# Exercise brief
Quote the whole listing word for word. Do not include the pictures.

⟨

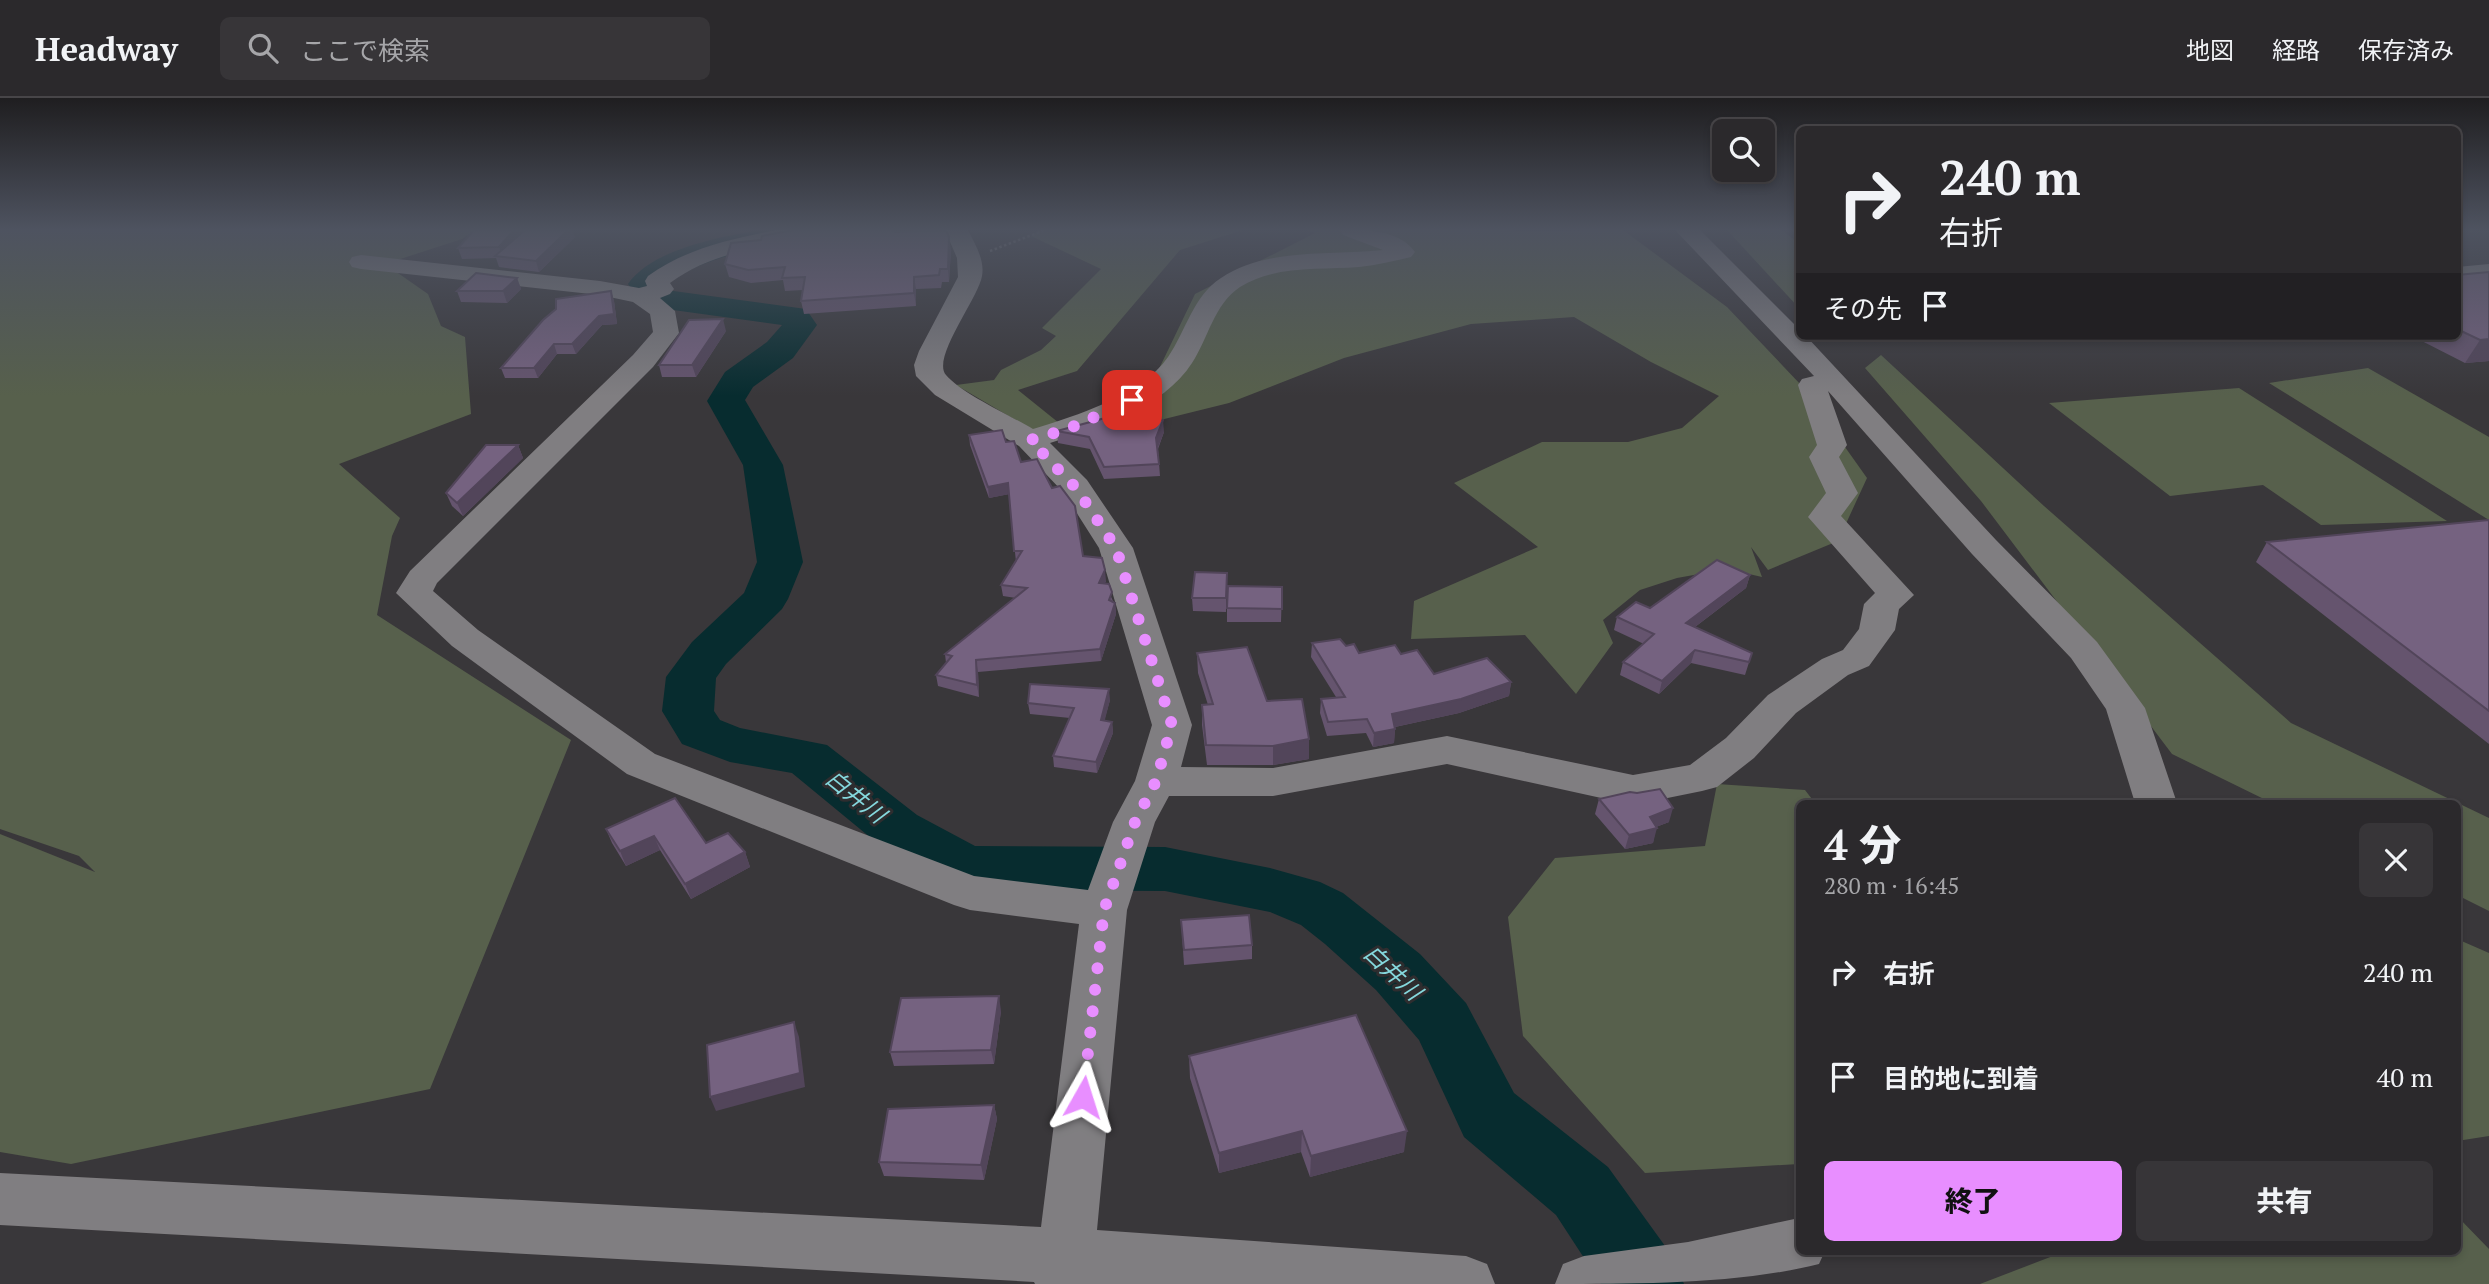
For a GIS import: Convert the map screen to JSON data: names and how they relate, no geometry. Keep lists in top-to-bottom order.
{
  "water": ["白井川"],
  "page": {
    "header": "Headway",
    "search": "ここで検索",
    "nav": ["地図", "経路", "保存済み"],
    "turn": ["240 m", "右折"],
    "then": "その先",
    "heading": ["4 分", "280 m · 16:45"],
    "list": [
      {
        "name": "右折",
        "value": "240 m"
      },
      {
        "name": "目的地に到着",
        "value": "40 m"
      }
    ],
    "buttons": ["終了", "共有"]
  }
}
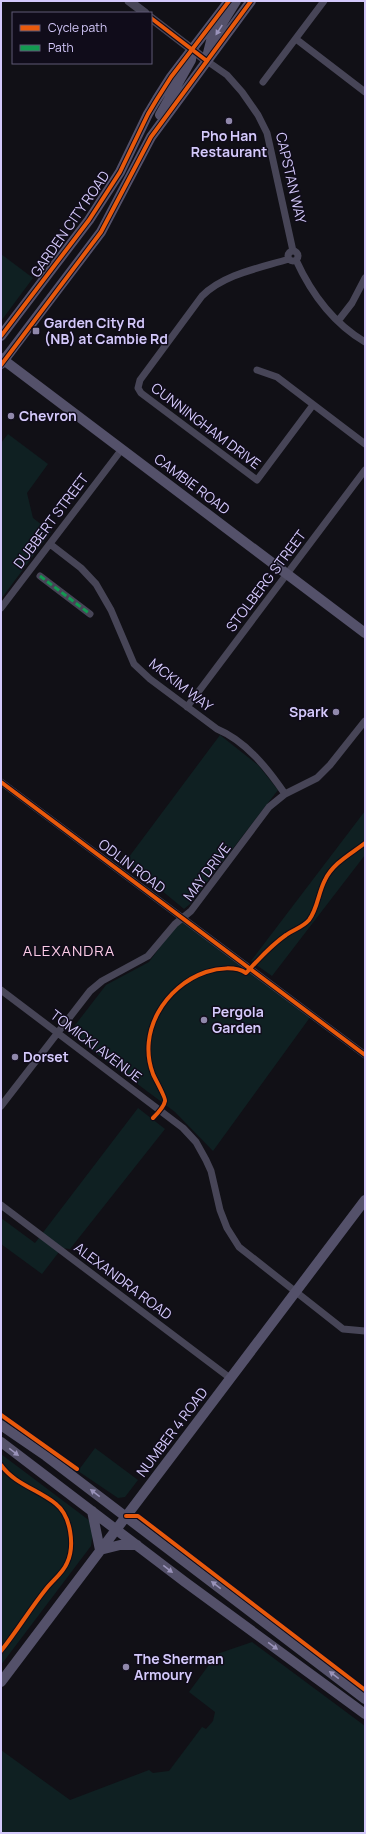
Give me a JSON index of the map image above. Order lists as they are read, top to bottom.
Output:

⟩

# Reply
For a GIS import: Convert the map screen to JSON data: names and how they relate, no geometry. Keep lists in top-to-bottom order.
{
  "water": ["白井川"],
  "page": {
    "header": "Headway",
    "search": "ここで検索",
    "nav": ["地図", "経路", "保存済み"],
    "turn": ["240 m", "右折"],
    "then": "その先",
    "heading": ["4 分", "280 m · 16:45"],
    "list": [
      {
        "name": "右折",
        "value": "240 m"
      },
      {
        "name": "目的地に到着",
        "value": "40 m"
      }
    ],
    "buttons": ["終了", "共有"]
  }
}
Give me a JSON index of the map image above. Order lists as they are read, top to bottom.
Output:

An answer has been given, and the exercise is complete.